Ahmat will nichts geschenkt. Alles was er will, ist das Recht auf gleiche Chancen. Er kann gegen das Ausbildungsverbot klagen – und er hat gute Chancen, dass er vor Gericht Recht bekommt. Aber Ahmat kam als minderjähriger Flüchtling ohne seine Eltern nach Deutschland. Er verfügt nicht über genug Geld, um einen Anwalt oder eine Anwältin zu bezahlen. Der Rechtshilfefonds des Bundesfachverbands unbegleitete minderjährige Flüchtlinge e.V. beteiligt sich deshalb an der Finanzierung seines Klageverfahrens, um Ahmat dabei zu unterstützen, sein Recht auf Bildung durchzusetzen.

Über den Fonds werden junge Flüchtlinge dabei unterstützt, ihre Rechte vor Gericht durchzusetzen, wenn ihnen fundamentale Rechte verwehrt werden und sie sonst keinen Beistand erhalten können. Dabei werden vor allem Verfahren unterstützt, bei denen auch andere junge Flüchtlinge von einer positiven Rechtsprechung profitieren können.

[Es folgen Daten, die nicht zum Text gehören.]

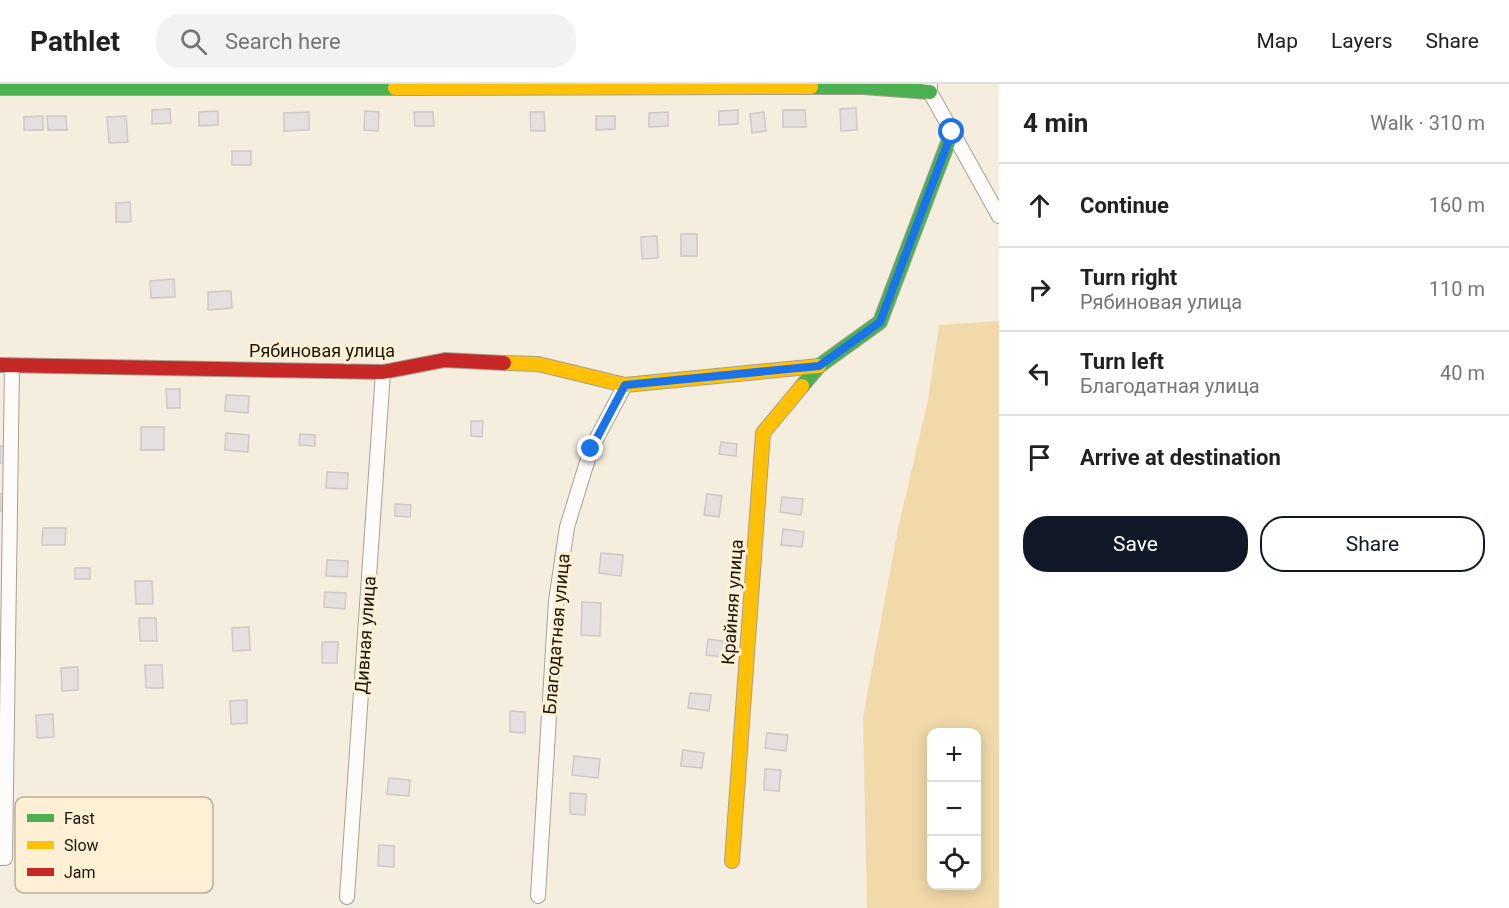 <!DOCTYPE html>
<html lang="en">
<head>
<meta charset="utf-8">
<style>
  body { margin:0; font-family:Roboto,sans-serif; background:#f2f2f2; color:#202124 }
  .controls { position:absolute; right:18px; bottom:18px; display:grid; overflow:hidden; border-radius:12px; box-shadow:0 3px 15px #0003 }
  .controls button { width:54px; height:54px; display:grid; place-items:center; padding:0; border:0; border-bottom:2px solid #e0e0e0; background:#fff; color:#202124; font:30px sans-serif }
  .stop { position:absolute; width:18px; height:18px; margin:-14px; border:4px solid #1a73e8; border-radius:50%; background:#fff }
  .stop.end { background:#1a73e8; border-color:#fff; box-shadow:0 2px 6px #0008 }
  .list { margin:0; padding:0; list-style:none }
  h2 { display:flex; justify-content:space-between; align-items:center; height:78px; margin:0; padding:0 24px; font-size:26px }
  h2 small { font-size:20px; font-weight:400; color:#757577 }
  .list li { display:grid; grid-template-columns:39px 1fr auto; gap:18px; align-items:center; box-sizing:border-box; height:84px; padding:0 24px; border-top:2px solid #e0e0e0 }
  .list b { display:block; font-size:22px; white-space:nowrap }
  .list p { margin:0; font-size:20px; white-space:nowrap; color:#757577 }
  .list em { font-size:20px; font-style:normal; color:#757577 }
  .actions { display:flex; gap:12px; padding:18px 24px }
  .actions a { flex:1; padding:14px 0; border:2px solid #111827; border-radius:24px; text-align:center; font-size:21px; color:#111827 }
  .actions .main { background:#111827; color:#fff }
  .icon { flex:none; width:33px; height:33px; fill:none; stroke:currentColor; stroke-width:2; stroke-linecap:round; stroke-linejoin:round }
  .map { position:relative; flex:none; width:999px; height:824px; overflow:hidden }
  header { display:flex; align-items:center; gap:36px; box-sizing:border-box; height:84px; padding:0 30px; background:#fff; border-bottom:2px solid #e0e0e0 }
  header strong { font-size:28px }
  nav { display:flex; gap:33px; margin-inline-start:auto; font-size:21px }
  .search { width:420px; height:54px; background:#f2f2f2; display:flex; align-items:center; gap:15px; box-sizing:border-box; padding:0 21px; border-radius:24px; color:#757577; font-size:22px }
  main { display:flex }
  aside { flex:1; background:#fff }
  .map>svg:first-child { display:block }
  .green { fill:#f1d9aa; fill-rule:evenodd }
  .building { fill:#e6dfdf; stroke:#cec8c7; stroke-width:1.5 }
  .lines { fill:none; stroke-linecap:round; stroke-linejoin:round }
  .street-casing { stroke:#a6a094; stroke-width:16 }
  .fast-casing { stroke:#a6a094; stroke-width:16 }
  .slow-casing { stroke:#a6a094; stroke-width:16 }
  .jam-casing { stroke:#a6a094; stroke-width:16 }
  .street { stroke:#fefcfa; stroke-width:14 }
  .fast { stroke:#4caf50; stroke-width:14 }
  .slow { stroke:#ffc107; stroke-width:14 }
  .jam { stroke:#c62828; stroke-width:14 }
  .route { stroke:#1a73e8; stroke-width:8 }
  .labels { text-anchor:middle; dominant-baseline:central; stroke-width:6; stroke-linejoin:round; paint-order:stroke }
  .street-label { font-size:18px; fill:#1b1509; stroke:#fef0d5 }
  .key { fill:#fef0d5; stroke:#baae98; stroke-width:1.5 }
  .key-label { font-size:16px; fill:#1b1509 }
</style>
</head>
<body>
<header>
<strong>Pathlet</strong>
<div class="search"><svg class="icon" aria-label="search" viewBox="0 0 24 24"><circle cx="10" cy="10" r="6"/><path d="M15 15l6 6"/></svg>Search here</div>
<nav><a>Map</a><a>Layers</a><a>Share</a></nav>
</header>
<main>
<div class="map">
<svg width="999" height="824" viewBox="0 0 999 824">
  <rect width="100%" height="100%" fill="#f5edde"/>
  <!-- green -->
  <path class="green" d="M999,237V824H867L863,633L898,445L928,316L939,241ZM976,648V802H932V648Z"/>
  <!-- building -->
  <path class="building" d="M856,24L857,46L841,47L840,25Z
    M170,25L171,39L152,40V26Z
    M738,26V40L719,41V27Z
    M783,26H805L806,43H783Z
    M218,27V41L199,42V28Z
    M365,27L379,28L378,47L364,46Z
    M309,28V46L284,47V29Z
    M414,28H433L434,42H415Z
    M530,28H544L545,47H531Z
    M668,28V42L649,43V29Z
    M764,28L766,47L752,49L750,30Z
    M43,32V46H24V33Z
    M47,32H66L67,46H48Z
    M126,32L128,58L109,59L107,33Z
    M596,32H615V45L596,46Z
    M232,67H251V81H232Z
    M130,118L131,138H116V119Z
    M681,150H697V172H681Z
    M657,152L658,174L642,175L641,153Z
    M174,195L175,213L151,214L150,197Z
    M231,207L232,224L208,226V208Z
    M166,305H180V324H167Z
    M226,311L249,312L248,329L225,327Z
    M471,337H483L482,353L471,352Z
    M141,343H164V366H141Z
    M226,349L249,351L248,368L225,366Z
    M300,350L315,351V362L299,361Z
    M721,358L737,360L736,372L719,370Z
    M0,362H10V379H0Z
    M327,388L348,389L347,405L326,404Z
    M0,410H6V427H0Z
    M707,410L722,412L719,433L704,431Z
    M782,413L803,415L801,431L780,428Z
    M395,420L411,421L410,433L395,432Z
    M43,444H66L65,461H42Z
    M783,445L804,448L802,463L781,461Z
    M601,469L623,471L621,492L599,489Z
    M327,476L348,477L347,493L326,492Z
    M75,484H90V495H75Z
    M135,497H152L153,520H136Z
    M325,508L346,509L345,525L324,523Z
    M582,518L601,519L600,552L581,551Z
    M139,534H156L157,557H140Z
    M249,543L250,566L233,567L232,544Z
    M708,555L729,558L727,573L706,571Z
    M322,558H338L337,579H322Z
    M145,581H162L163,604H146Z
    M78,583V606L62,607L61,584Z
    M690,609L711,611L709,627L688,624Z
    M247,616V639L231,640L230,617Z
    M510,627L525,628V649L510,648Z
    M53,630L54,653L37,654L36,631Z
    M767,649L788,651L786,667L765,664Z
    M683,666L704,669L702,684L681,682Z
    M574,672L600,675L598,694L572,691Z
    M765,685L781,686L779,707L764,706Z
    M389,694L410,696L409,712L387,710Z
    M570,709L586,710L585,731L570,730Z
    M379,761L394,762V783L378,782Z"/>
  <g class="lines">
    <!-- street casing -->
    <g class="street-casing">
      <path id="street" d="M930,0V8L999,132
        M0,774H5L12,281
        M538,812L556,517L567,443L591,365L625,301
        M347,813L383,288"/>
    </g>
    <!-- fast casing -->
    <g class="fast-casing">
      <path id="fast" d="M811,3H863L930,8
        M0,4H395
        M802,302L819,282L880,238L952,48"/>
    </g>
    <!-- slow casing -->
    <g class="slow-casing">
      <path id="slow" d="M395,4L811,3
        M504,279L538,280L625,301L819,282
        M732,777L763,349L802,302"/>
    </g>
    <!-- jam casing -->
    <g class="jam-casing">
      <path id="jam" d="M0,281L383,288L445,276L504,279"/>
    </g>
    <!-- street -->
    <use href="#street" class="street"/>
    <!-- fast -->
    <use href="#fast" class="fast"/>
    <!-- slow -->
    <use href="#slow" class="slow"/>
    <!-- jam -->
    <use href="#jam" class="jam"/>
  </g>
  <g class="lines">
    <!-- route -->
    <path class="route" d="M591,365L625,301L819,282L880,238L952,48"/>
  </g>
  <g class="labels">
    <!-- street labels -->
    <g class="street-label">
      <text x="322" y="266">Рябиновая улица</text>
      <text transform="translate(732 518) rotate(-86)">Крайняя улица</text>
      <text transform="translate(556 550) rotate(-85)">Благодатная улица</text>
      <text transform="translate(365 551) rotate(-86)">Дивная улица</text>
    </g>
  </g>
  <!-- legend -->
  <rect x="15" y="713" width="198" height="96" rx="9" class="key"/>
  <rect x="27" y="730" width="27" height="8" fill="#4caf50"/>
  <rect x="27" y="757" width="27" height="8" fill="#ffc107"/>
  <rect x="27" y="784" width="27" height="8" fill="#c62828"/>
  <g class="key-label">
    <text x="64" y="740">Fast</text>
    <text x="64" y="767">Slow</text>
    <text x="64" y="794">Jam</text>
  </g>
</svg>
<div class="controls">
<button>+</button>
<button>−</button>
<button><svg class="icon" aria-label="locate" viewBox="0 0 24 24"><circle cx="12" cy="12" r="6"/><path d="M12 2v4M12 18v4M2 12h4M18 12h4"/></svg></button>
</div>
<div class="stop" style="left:952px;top:48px"></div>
<div class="stop end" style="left:591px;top:365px"></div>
</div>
<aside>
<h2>4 min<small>Walk · 310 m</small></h2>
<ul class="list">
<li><svg class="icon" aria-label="ahead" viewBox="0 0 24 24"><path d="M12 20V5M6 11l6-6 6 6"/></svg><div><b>Continue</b></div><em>160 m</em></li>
<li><svg class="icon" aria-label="right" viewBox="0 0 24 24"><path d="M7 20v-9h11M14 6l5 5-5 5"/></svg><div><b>Turn right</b><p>Рябиновая улица</p></div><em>110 m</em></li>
<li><svg class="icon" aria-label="left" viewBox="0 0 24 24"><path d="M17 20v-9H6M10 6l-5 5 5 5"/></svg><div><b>Turn left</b><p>Благодатная улица</p></div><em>40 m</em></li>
<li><svg class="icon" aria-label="arrive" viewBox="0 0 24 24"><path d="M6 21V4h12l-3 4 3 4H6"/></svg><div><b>Arrive at destination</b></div></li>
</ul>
<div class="actions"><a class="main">Save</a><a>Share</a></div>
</aside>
</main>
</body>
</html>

Der bekannteste Fall ist der von Sabir*. Mit 15-Jahren kommt Sabir ohne Eltern in Deutschland an. Das Jugendamt nimmt ihn Inobhut. Im Asylverfahren erhält er einen eingeschränkten Schutzstatus. Doch Sabir geht es schlecht. Er leidet unter den traumatischen Erlebnissen in Syrien und auf der Flucht. Seine schulische und soziale Integration gestaltet sich ohne die Familie schwierig. Er leidet stark unter der Trennung und hat Angst um seine Familie. Sein größter Wunsch: Seine Eltern und seine Geschwister wiedersehen. Doch der Antrag auf Familiennachzug wird abgelehnt. Sabir ist jetzt 16 Jahre alt. Auf sich alleine gestellt weiß er nicht weiter.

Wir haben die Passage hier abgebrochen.